上面我们说到,数据包从NAT表出来后,目的端口发生了变化。我们将iptables回退到增加log之前的状态,看看这几个iptables的表都有什么变化。
与安装docker前相比,其他几个表都没有什么相关的变化,唯独nat表,看上去有些不一样:
[root@centos7 ~]# iptables -t nat -nvL Chain PREROUTING (policy ACCEPT 0 packets, 0 bytes) pkts bytes target prot opt in out source destination 60 3132 DOCKER all -- * * 0.0.0.0/0 0.0.0.0/0 ADDRTYPE match dst-type LOCAL Chain INPUT (policy ACCEPT 0 packets, 0 bytes) pkts bytes target prot opt in out source destination Chain OUTPUT (policy ACCEPT 0 packets, 0 bytes) pkts bytes target prot opt in out source destination 0 0 DOCKER all -- * * 0.0.0.0/0 !127.0.0.0/8 ADDRTYPE match dst-type LOCAL Chain POSTROUTING (policy ACCEPT 0 packets, 0 bytes) pkts bytes target prot opt in out source destination 0 0 MASQUERADE all -- * !docker0 172.17.0.0/16 0.0.0.0/0 Chain DOCKER (2 references) pkts bytes target prot opt in out source destination 0 0 RETURN all -- docker0 * 0.0.0.0/0 0.0.0.0/0
我们可以看到,它在nat表中增加了一个自定义链DOCKER,而这个链被两处引用,一处是在PREROUTING,另一处在OUTPUT,为什么在这两处呢?

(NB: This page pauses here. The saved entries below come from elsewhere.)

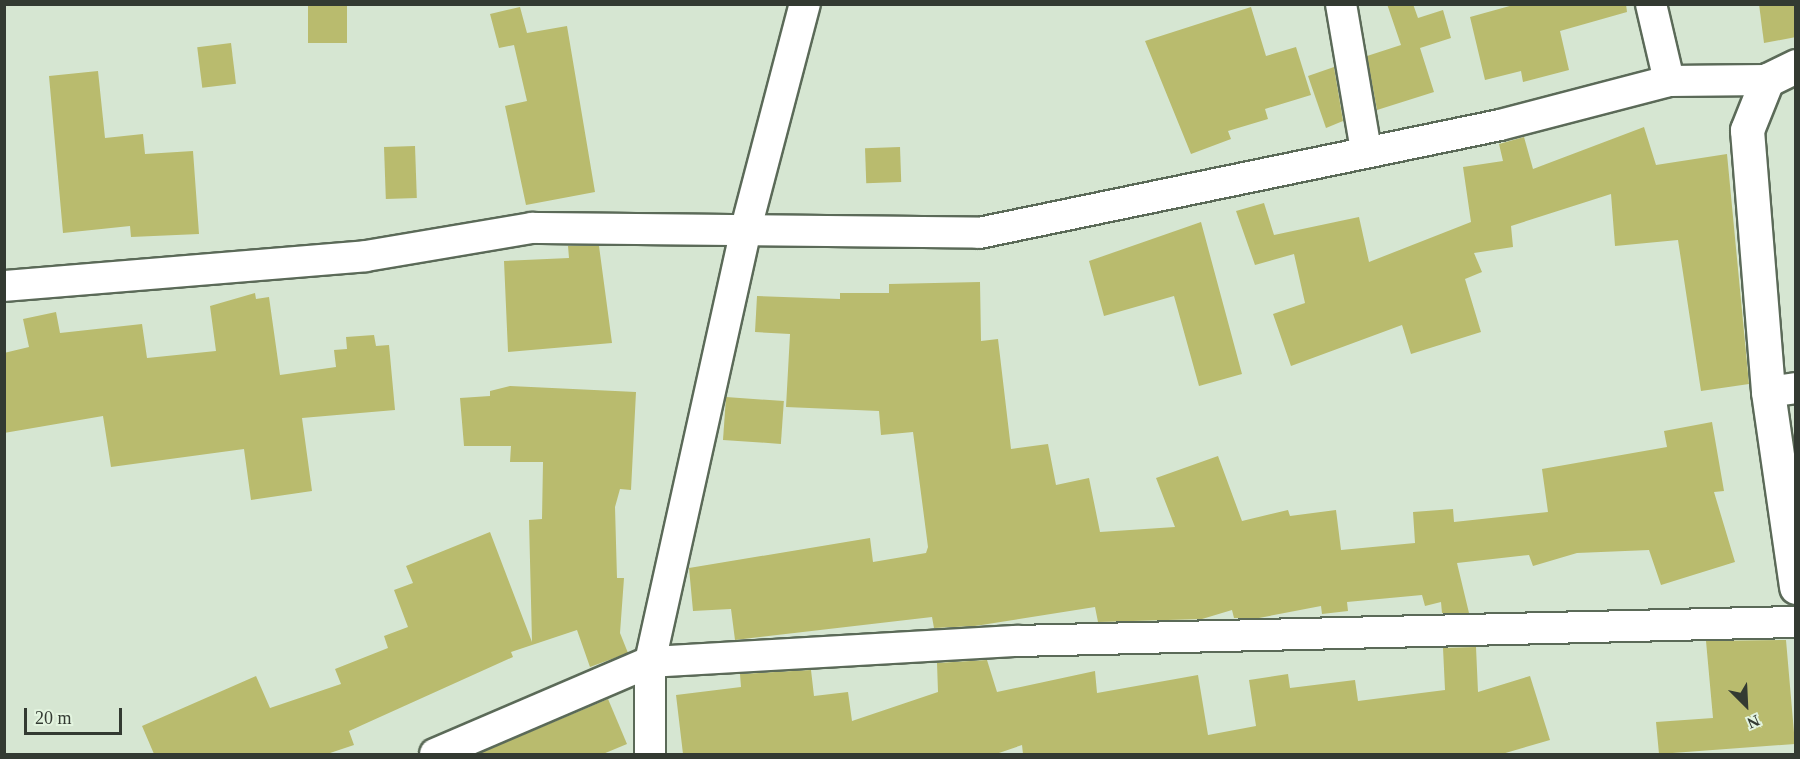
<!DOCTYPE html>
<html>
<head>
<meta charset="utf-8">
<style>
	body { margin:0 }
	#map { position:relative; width:1800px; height:759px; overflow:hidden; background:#d6e6d2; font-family:"Times New Roman",serif }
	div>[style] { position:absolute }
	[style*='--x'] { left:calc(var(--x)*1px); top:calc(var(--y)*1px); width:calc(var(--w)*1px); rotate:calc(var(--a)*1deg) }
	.building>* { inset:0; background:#b9bb6e; transform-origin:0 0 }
	.roads { filter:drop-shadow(2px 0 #5b6a58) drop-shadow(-2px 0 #5b6a58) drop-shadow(0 2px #5b6a58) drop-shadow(0 -2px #5b6a58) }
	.minor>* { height:30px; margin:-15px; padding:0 15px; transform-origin:15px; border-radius:15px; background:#fff }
	.tertiary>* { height:33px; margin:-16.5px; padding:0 16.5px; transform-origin:16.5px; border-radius:16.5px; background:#fff }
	span { translate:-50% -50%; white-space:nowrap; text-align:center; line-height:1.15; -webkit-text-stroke:4.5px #e3f4df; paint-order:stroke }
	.frame { position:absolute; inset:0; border:6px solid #333a32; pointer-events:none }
	.north { position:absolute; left:1716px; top:675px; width:60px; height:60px; -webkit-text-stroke:4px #e3f4df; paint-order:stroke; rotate:156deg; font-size:16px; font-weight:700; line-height:24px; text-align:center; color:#333a32 }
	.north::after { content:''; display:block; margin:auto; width:21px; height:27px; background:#333a32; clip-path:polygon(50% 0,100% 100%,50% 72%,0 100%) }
	.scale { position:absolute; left:24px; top:708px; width:98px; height:27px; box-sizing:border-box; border:3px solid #333a32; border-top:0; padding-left:8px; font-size:18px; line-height:21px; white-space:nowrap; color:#333a32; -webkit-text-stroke:4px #e3f4df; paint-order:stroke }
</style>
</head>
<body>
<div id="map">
	<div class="building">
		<div style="left:308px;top:4px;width:39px;height:39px"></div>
		<div style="clip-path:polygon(1387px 4px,1413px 4px,1418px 18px,1443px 10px,1451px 38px,1420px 48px,1434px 92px,1377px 110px,1367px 56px,1401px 45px)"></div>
		<div style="clip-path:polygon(1517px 4px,1626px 4px,1627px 12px,1560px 31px,1569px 70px,1523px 82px,1521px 71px,1485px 80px,1470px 17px)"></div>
		<div style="clip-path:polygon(1759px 4px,1796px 4px,1796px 37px,1764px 43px)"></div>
		<div style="clip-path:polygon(520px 7px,527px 33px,567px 26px,595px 192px,526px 205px,505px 106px,527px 101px,514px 45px,499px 48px,490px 14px)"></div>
		<div style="clip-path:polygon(1251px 7px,1266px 56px,1296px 47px,1311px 95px,1265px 109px,1268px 119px,1228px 131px,1231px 139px,1191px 154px,1145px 41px)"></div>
		<div style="left:231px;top:43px;width:41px;height:34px;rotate:83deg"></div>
		<div style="clip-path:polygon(1334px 67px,1343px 121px,1326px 128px,1308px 76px)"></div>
		<div style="clip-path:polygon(98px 71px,105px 138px,143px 134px,145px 154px,193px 151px,199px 234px,131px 237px,130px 226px,63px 233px,49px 76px)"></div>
		<div style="clip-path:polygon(1644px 127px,1656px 165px,1727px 154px,1749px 384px,1701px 391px,1678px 240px,1615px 246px,1611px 194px,1511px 226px,1513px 247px,1474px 253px,1482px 272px,1465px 279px,1481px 332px,1411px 354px,1402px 325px,1291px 366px,1273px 314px,1305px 303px,1294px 254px,1255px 265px,1236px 211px,1264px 203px,1274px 235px,1359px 217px,1369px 262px,1471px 222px,1463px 167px,1503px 161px,1499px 144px,1524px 137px,1533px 169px)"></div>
		<div style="left:415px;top:146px;width:52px;height:31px;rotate:88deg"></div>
		<div style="left:900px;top:147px;width:35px;height:35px;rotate:88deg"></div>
		<div style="clip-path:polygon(1201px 222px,1242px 374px,1199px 386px,1174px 296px,1104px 316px,1089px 261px)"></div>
		<div style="clip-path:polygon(568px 246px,599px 246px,612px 343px,508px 352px,504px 261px,569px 258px)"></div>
		<div style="clip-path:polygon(980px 282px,981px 341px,998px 339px,1011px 449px,1048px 444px,1056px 485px,1089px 478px,1100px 532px,1175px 527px,1156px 478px,1218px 456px,1242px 521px,1288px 510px,1290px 516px,1336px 510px,1341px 550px,1415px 543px,1413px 512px,1453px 509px,1454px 522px,1548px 512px,1542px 469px,1667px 447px,1664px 431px,1712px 422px,1724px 491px,1714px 492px,1735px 562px,1661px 585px,1649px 550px,1577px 553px,1533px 566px,1529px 555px,1457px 563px,1469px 613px,1442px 613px,1441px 602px,1425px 606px,1422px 595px,1347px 602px,1348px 611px,1322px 614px,1321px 606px,1259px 618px,1234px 618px,1232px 610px,1202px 619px,1098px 622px,1095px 607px,975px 626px,934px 628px,932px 617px,735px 640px,731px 609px,693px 611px,689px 568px,870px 538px,873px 562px,926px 553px,928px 547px,913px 432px,881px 435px,879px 411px,786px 407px,790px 334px,755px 332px,757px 296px,840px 299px,840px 293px,889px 293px,889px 284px)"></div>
		<div style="clip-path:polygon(255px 293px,256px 299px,269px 297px,280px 375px,336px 367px,334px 350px,347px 349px,346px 337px,374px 335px,376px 346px,389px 345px,395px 410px,302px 418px,312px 491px,251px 500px,244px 449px,111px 467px,103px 416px,4px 433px,4px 353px,29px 347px,23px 319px,56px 312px,60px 333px,142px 324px,147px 358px,216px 351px,210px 306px)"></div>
		<div style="clip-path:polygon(510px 386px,636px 392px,631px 490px,620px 489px,615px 507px,617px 578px,624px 578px,620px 633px,628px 653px,590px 667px,577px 630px,511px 652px,513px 657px,349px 731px,354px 745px,327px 754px,154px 754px,142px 726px,256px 676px,270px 708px,341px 684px,335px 669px,388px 648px,384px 636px,408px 627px,394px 590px,413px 583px,406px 566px,490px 532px,532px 642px,529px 520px,542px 519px,543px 462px,510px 462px,511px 446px,464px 446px,460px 398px,490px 396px,490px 391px)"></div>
		<div style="left:726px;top:397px;width:58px;height:43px;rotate:4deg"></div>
		<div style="clip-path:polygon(1786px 640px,1795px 744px,1659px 754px,1656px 722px,1713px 718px,1706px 641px)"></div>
		<div style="clip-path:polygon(1476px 647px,1478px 692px,1530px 676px,1550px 740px,1502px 754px,1023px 754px,1022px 745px,996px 754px,683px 754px,676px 695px,741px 687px,740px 674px,811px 670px,814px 696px,848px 692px,852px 721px,938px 692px,937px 663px,987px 660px,997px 692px,1095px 671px,1097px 693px,1198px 675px,1208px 735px,1256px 726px,1249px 680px,1288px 674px,1290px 688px,1355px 680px,1358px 701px,1445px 690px,1443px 648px)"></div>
		<div style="clip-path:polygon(608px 699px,627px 744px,603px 754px,478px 754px)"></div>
	</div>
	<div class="roads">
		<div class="minor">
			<div style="--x:1341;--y:4;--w:149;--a:80.3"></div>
			<div style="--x:1651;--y:4;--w:79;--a:76.8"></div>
			<div style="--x:4;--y:286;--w:363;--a:-4.7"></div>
			<div style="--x:366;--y:256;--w:168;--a:-9.6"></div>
			<div style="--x:532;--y:228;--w:447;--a:0.6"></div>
			<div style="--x:979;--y:233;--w:532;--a:-11.71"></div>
			<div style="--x:1500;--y:125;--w:175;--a:-14.6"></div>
			<div style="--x:1669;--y:81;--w:98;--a:-0.6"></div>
			<div style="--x:1768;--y:392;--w:28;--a:-8"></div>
			<div style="--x:435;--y:754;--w:234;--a:-23.2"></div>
			<div style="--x:650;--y:662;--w:367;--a:-3.3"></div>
			<div style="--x:1016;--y:641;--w:780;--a:-1.4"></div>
			<div style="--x:650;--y:754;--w:92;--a:-90"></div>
			<div style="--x:650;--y:662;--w:440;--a:-77.5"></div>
			<div style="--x:745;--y:232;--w:236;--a:-75.3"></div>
		</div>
		<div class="tertiary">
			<div style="--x:1796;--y:66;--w:32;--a:154"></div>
			<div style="--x:1767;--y:80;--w:54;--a:111.8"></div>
			<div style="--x:1747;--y:130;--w:263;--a:85.4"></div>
			<div style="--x:1768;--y:392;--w:197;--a:81.8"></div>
		</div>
	</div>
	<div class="frame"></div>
	<div class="north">N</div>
	<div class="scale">20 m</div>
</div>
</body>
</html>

为了回答这个问题,我们有必要先谈谈iptables的基本知识。
简单地讲,Linux iptables一共有5条内置链,分别为PREROUTING,FORWARDING,POSTROUTING,INPUT和OUTPUT。
此外,iptables还有5个表,分别为filter,nat,mangle,raw和security。
数据包经过这些链是有顺序的,经过某个链时,如果链上有对应的表在作用,则去执行该表中对应的链里的rule,大致如下所示:
即数据进入网卡接口后,到达协议栈,首先经过的iptables链是PREROUTING,这里给数据包一些预处理的机会,譬如修改目的地址等,把所有的表都撸一遍,如果看到某个表有PREROUTING链的规则,则进去执行,如果没有就跳过,多说一句,不是每个表都有PREROUTING链,只有raw、mangle和nat表才有的,以下链也是的,后续也就不一一而足了。

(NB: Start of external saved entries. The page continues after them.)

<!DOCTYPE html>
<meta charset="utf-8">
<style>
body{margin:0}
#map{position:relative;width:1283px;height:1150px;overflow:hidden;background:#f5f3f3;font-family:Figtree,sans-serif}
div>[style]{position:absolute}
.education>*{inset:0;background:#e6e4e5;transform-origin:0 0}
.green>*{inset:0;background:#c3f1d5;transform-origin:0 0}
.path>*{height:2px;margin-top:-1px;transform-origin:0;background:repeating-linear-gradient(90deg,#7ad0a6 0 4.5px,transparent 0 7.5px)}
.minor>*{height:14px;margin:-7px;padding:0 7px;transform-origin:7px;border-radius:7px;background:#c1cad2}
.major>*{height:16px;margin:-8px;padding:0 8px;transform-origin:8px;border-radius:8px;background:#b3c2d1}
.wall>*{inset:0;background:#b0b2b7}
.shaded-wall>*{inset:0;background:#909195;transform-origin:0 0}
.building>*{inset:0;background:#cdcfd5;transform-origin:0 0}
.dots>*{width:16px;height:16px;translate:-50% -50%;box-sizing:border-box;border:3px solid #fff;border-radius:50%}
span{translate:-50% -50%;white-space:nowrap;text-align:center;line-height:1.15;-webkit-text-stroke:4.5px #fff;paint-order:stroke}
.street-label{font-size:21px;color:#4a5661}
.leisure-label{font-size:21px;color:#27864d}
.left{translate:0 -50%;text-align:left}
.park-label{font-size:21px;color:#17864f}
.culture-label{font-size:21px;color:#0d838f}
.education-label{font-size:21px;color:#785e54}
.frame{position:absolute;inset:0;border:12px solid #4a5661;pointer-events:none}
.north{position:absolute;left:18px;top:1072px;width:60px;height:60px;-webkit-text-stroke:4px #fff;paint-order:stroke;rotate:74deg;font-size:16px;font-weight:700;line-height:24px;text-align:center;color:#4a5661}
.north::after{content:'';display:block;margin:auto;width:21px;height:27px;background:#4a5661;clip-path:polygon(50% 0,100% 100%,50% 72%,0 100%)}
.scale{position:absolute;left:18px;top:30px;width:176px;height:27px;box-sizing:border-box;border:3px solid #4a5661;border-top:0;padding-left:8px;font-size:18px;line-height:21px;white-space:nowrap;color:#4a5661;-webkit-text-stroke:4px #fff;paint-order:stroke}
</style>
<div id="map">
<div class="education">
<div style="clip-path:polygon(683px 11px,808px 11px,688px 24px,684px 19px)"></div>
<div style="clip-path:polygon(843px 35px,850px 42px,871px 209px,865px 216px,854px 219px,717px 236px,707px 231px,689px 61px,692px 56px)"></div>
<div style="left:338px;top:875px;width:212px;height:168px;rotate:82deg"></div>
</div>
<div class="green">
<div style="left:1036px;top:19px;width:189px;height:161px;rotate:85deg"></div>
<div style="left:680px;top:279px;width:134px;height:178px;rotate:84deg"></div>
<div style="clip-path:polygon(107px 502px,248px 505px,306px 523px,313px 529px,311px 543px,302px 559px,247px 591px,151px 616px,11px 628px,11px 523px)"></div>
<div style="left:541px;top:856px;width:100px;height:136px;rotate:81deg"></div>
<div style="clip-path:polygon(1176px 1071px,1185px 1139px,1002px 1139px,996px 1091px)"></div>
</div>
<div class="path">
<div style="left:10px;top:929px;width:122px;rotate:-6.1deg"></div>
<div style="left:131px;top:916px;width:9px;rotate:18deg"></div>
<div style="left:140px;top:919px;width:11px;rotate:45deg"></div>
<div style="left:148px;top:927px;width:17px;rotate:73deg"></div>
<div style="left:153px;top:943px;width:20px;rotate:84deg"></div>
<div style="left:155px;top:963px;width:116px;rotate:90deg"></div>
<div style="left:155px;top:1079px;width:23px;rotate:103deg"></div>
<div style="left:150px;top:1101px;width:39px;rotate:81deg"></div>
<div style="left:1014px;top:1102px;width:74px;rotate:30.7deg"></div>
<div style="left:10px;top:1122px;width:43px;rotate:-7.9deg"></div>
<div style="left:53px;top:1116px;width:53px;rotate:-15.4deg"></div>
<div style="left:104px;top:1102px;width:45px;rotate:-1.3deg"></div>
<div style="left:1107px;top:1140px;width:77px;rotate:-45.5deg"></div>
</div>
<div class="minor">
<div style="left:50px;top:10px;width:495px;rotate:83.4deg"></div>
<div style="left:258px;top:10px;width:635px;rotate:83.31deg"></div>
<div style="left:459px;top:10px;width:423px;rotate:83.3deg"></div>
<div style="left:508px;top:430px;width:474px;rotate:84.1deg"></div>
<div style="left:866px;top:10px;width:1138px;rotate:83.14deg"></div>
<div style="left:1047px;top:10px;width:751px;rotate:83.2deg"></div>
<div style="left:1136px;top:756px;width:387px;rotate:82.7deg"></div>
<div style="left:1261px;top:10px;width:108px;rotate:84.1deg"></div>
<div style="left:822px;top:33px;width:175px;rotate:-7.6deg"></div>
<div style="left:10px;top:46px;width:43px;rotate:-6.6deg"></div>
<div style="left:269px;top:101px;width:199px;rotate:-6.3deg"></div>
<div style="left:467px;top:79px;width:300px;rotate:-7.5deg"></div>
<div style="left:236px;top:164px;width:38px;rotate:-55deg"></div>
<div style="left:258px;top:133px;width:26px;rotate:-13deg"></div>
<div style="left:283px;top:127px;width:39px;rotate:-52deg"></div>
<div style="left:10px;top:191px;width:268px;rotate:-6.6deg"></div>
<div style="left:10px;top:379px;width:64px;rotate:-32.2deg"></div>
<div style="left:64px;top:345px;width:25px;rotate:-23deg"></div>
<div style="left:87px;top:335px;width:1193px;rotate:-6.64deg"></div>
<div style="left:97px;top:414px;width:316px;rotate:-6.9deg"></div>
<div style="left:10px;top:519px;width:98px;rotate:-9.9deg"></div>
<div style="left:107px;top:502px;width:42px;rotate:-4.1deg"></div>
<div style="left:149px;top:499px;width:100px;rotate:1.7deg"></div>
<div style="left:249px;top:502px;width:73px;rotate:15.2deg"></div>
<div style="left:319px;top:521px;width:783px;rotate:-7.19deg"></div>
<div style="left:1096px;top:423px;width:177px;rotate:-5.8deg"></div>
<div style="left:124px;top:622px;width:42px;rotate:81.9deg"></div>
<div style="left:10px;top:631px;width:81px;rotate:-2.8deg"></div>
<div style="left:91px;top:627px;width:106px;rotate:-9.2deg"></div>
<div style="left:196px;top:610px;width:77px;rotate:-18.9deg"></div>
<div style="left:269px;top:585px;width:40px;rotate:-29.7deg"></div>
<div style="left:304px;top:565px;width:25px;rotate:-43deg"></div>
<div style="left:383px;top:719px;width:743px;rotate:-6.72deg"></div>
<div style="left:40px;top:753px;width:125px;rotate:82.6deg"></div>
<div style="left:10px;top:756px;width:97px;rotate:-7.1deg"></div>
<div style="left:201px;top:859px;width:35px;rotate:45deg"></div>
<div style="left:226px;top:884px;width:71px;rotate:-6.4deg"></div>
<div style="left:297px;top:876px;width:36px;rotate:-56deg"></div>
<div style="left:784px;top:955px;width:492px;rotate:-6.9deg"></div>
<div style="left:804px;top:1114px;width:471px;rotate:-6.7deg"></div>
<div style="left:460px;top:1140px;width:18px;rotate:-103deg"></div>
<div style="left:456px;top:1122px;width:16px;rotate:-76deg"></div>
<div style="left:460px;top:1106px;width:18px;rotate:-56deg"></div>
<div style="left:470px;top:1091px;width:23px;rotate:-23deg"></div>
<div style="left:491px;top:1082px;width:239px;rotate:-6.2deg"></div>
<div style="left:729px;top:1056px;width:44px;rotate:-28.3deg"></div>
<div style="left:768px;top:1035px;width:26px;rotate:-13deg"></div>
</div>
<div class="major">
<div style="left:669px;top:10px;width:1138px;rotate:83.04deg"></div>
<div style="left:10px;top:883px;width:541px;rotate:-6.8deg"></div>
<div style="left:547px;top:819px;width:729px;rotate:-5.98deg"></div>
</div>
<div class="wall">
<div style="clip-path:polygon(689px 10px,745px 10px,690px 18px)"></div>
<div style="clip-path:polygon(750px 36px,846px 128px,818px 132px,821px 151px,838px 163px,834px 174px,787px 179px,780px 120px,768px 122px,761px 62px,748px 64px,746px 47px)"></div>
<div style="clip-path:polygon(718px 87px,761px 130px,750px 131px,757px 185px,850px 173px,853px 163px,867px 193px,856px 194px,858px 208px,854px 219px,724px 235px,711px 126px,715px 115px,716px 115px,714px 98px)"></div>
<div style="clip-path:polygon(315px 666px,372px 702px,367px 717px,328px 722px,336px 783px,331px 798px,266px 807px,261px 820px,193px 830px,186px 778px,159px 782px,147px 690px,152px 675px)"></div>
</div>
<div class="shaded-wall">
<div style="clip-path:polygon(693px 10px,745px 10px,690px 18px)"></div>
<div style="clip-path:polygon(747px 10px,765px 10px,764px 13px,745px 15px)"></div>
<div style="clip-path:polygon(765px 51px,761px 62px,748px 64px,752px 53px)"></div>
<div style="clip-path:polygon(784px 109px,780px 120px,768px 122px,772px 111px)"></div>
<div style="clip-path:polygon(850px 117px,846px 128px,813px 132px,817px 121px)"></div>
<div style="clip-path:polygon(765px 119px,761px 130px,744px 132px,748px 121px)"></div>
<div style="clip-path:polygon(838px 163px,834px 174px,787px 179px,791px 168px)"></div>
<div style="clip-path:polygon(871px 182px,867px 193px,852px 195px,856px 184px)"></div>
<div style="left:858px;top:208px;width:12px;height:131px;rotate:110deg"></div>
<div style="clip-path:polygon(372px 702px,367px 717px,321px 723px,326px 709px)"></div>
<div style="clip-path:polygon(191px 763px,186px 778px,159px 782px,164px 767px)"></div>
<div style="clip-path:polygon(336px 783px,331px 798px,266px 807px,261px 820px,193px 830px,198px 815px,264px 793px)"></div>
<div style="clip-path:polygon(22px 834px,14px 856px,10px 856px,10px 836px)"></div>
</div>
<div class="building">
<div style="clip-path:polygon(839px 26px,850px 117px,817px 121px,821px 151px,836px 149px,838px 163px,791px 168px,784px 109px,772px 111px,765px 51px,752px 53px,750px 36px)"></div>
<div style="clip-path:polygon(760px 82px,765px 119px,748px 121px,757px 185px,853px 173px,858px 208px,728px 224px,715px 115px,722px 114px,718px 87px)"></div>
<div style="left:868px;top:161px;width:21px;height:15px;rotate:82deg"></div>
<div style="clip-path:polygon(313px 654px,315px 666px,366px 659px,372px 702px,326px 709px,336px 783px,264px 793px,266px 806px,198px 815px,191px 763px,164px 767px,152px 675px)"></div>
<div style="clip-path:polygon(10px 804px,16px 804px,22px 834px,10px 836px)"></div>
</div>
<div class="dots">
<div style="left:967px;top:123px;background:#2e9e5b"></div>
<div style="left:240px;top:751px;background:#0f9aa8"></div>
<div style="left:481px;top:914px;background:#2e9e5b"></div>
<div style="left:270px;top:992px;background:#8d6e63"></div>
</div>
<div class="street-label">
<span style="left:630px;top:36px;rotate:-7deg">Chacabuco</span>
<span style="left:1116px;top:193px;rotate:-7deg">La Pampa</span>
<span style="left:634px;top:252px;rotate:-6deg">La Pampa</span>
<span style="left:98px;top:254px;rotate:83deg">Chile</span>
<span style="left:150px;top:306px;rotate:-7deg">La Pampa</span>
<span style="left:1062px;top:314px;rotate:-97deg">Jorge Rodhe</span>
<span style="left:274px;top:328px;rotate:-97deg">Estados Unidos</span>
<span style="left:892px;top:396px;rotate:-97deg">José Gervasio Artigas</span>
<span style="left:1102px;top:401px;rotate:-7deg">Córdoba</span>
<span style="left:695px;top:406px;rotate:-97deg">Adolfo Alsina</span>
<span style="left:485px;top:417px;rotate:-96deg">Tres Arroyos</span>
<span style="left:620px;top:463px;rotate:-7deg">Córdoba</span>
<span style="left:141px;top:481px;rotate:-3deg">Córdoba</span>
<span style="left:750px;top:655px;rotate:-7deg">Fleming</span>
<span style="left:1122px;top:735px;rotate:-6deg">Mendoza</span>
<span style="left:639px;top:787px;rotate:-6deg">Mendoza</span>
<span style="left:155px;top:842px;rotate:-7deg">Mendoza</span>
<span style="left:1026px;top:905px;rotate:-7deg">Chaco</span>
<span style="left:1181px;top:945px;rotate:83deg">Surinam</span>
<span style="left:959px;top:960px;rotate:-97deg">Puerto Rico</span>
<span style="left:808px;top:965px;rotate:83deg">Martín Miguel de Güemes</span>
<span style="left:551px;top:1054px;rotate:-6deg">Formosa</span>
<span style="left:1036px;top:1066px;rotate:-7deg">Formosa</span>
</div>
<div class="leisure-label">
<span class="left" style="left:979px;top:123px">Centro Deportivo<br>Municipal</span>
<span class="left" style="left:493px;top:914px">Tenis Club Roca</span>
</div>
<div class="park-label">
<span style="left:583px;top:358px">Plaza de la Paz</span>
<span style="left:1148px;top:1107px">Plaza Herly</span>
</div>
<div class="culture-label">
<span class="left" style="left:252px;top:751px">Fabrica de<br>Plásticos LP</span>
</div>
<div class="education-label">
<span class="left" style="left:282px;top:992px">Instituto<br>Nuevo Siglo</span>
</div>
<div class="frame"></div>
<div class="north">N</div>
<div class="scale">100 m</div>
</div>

数据包经过PREROUTING链的处理后,然后交给Routing决策,结合路由表看看该数据包是继续在协议栈中往下走进入本地进程,还是直接把本网卡所在的机器当路由,直接通过FOWARD出该网卡去往其他网卡,甚至其他机器。
到达了INPUT就表示肯定是去往本地的某个进程了,不过再给一次处理的机会再进入进程,于是乎,再查看下具有INPUT链的几张表(即mangle、nat和filter),看看其中有没有能够匹配的规则,有就执行,对数据包作送入进程socket前的最后一次处理。
一旦到达了进程socket,进入进程用户空间,这个数据包的生命就该到达终点了。
本来到了这里,故事也就结束了,然而实际使用的协议都是有来有回的,回包的起点就是本地进程了,因而出现了上图中的右边部分,即当本地进程发起一个数据包(这里可能是一个回包)时,首先就要交给OUTPUT链,在该链上先给个机会对进程发出的数据包做个处理,然后再经过路由决策决定发往哪张网卡。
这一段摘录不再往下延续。